De bien nacidos es ser agradecidos. La Buena Noticia del Evangelio es un camino de ida y vuelta: la ida de la compasión de Dios y la vuelta del agradecimiento humano. Pero es un camino interrumpido con frecuencia: abunda la compasión de Dios y escasea nuestro agradecimiento. De corazones agradecidos y bien nacidos hablan la primera lectura y el Evangelio. En los dos pasajes se trata de curaciones de lepra: esa enfermedad maldita de la antigüedad, regulada con leyes de aislamiento vergonzante. En el Antiguo Testamento se trata de Naamán, mandatario sirio curado por la mediación del profeta Eliseo, que le manda bañarse siete veces en el Jordán; en el Evangelio son diez leprosos que suplican curación y Jesús les ordena que cumplan la ley de presentarse a los sacerdotes y yendo de camino se sienten curados instantáneamente. Y sigue el paralelismo: Un extranjero, Naamán, al sentirse curado, agradece y proclama que sólo adorará al Dios verdadero; otro extranjero, un samaritano, es el único de los diez leprosos que vuelve a dar gracias a Jesús y gloria a Dios.

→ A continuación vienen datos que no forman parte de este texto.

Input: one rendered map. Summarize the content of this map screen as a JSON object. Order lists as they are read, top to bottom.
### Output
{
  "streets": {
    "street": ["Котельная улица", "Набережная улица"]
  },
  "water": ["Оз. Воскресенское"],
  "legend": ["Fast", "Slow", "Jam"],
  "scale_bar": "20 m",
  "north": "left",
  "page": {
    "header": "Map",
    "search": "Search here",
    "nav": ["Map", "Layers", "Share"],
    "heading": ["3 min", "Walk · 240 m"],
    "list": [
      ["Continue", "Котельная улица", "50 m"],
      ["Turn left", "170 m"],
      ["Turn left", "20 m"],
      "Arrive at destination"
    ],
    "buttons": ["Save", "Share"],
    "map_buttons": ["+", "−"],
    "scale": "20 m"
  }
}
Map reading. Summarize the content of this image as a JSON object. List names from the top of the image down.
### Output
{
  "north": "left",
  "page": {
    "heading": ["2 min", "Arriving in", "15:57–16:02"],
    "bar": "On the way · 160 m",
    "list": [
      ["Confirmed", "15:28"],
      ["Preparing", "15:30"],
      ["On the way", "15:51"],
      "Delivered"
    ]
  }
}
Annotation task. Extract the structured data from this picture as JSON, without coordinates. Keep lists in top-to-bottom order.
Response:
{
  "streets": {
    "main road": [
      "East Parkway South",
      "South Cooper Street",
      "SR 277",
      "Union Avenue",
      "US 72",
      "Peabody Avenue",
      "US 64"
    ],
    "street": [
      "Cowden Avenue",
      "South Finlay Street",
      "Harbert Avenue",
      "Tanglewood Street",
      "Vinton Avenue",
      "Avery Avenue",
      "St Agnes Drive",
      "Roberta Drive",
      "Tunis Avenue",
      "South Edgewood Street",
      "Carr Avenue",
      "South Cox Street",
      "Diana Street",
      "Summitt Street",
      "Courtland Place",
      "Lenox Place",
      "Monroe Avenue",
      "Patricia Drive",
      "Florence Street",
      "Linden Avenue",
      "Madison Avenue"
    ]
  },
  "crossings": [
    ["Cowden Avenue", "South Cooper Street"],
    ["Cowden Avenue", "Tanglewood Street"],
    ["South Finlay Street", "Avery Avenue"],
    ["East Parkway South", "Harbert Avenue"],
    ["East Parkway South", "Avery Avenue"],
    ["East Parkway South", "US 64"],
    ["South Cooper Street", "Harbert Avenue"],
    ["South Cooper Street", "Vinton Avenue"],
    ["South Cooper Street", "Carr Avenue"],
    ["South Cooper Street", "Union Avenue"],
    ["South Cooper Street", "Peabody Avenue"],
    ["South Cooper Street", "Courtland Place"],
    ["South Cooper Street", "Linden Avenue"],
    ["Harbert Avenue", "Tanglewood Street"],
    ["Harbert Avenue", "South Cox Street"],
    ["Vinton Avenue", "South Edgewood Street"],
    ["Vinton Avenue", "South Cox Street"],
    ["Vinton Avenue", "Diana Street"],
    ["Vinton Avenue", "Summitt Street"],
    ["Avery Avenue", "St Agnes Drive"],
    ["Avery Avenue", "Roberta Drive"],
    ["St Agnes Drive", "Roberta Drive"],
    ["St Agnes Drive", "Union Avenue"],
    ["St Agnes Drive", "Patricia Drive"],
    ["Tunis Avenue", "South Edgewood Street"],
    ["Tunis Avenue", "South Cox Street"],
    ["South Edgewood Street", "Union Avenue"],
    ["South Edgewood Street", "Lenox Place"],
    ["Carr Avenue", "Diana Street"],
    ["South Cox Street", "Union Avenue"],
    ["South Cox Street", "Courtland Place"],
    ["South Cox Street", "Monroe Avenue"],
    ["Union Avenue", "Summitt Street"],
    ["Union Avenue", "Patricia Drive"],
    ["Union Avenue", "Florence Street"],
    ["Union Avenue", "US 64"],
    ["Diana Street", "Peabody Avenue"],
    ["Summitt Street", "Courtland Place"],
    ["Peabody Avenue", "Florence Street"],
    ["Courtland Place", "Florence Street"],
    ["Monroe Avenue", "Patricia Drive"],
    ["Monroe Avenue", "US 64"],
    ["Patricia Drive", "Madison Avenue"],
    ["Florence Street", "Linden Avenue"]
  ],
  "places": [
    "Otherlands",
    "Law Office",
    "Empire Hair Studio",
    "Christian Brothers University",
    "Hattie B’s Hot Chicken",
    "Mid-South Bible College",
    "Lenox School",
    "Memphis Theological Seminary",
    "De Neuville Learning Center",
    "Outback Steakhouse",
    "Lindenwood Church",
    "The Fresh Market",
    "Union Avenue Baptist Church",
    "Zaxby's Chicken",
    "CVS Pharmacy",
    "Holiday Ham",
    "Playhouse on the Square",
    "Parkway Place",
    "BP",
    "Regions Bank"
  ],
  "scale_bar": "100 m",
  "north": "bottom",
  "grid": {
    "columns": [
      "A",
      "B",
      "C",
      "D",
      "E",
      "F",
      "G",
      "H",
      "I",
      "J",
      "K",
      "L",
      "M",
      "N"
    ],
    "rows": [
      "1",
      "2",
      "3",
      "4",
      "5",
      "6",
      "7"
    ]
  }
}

El Maestro lo acoge, dolido por la ingratitud de los otros nueve, y le asegura la otra curación, salvación por su fe: Levántate y vete, tu fe te ha salvado.
Veamos varios contrastes en la oración y los orantes. En la oración, predomina la oración de petición: ¡cúrame! Y decae la oración de acción de gracias: diez leprosos piden curación, solo uno vuelve a agradecerla. Este diez por ciento es significativo de una actitud generalizada y enraizada en nuestra psicología: para pedir somos muchos, para dar gracias son menos los que vuelven. Todos formamos parte de esta estadística.
Los protagonistas, los orantes, curiosamente son extranjeros, no pertenecen al círculo cerrado de Israel, sin embargo, son curados. Se significa la universalidad de la salvación, que no nos viene por la raza o la nación de pertenencia, por la herencia que llevamos, sino por un encuentro con el Señor, al que reconocemos como Salvador.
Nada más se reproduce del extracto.